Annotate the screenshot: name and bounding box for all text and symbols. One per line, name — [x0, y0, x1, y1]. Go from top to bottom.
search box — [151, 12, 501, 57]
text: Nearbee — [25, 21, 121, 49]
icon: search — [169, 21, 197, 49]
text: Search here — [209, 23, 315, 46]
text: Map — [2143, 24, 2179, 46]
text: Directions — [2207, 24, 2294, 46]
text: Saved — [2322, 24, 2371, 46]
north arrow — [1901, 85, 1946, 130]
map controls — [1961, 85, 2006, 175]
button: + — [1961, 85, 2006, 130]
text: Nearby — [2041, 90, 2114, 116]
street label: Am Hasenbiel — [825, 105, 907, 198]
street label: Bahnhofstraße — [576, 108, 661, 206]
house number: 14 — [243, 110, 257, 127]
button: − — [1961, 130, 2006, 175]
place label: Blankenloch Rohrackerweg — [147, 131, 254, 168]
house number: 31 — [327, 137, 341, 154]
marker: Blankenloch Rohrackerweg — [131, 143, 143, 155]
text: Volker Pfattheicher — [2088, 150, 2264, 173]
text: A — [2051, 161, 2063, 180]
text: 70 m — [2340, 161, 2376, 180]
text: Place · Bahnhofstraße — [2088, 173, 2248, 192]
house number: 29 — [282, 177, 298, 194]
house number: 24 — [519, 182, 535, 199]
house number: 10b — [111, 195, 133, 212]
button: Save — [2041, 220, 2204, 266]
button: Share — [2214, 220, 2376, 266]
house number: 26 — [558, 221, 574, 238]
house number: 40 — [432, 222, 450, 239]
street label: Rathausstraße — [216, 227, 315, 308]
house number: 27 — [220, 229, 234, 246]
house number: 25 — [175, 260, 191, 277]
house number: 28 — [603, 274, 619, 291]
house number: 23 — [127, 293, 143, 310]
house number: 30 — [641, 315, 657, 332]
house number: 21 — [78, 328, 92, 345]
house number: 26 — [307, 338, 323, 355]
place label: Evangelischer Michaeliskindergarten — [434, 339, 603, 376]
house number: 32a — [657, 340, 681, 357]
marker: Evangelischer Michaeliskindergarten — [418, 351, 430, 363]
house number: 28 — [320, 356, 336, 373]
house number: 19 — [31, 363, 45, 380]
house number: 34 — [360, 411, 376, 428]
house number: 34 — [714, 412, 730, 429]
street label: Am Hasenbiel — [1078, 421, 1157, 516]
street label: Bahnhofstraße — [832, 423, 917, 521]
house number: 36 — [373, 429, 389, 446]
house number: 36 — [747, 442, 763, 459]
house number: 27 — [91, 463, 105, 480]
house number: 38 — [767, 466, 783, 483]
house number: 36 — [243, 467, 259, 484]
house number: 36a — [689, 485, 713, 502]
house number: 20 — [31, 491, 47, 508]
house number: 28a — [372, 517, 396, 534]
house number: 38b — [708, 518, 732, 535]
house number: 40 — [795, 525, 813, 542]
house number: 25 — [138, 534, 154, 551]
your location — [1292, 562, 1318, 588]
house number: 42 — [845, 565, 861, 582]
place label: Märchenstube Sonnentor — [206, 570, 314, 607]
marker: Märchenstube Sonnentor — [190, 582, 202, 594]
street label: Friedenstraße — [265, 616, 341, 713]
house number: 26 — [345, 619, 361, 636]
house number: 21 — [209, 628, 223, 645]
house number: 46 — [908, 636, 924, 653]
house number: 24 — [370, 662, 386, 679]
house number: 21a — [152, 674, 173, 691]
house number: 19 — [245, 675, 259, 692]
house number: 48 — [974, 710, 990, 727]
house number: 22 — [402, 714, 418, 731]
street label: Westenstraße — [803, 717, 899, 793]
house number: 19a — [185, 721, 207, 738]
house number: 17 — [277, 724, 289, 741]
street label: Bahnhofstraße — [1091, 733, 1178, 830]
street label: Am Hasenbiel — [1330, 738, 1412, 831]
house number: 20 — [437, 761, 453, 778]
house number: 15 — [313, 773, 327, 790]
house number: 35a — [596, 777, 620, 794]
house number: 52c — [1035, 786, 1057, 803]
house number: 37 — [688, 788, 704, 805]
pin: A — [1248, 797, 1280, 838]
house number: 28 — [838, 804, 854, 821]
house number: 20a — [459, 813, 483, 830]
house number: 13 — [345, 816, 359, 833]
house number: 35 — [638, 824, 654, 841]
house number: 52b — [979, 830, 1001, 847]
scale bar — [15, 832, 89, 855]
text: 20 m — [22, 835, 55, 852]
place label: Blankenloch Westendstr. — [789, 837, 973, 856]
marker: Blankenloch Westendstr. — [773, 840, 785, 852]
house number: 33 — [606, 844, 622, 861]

- About this task -
Sift the material for lines that include the word "marker", and copy each one.

- Exercise answer -
marker: Blankenloch Rohrackerweg — [131, 143, 143, 155]
marker: Evangelischer Michaeliskindergarten — [418, 351, 430, 363]
marker: Märchenstube Sonnentor — [190, 582, 202, 594]
marker: Blankenloch Westendstr. — [773, 840, 785, 852]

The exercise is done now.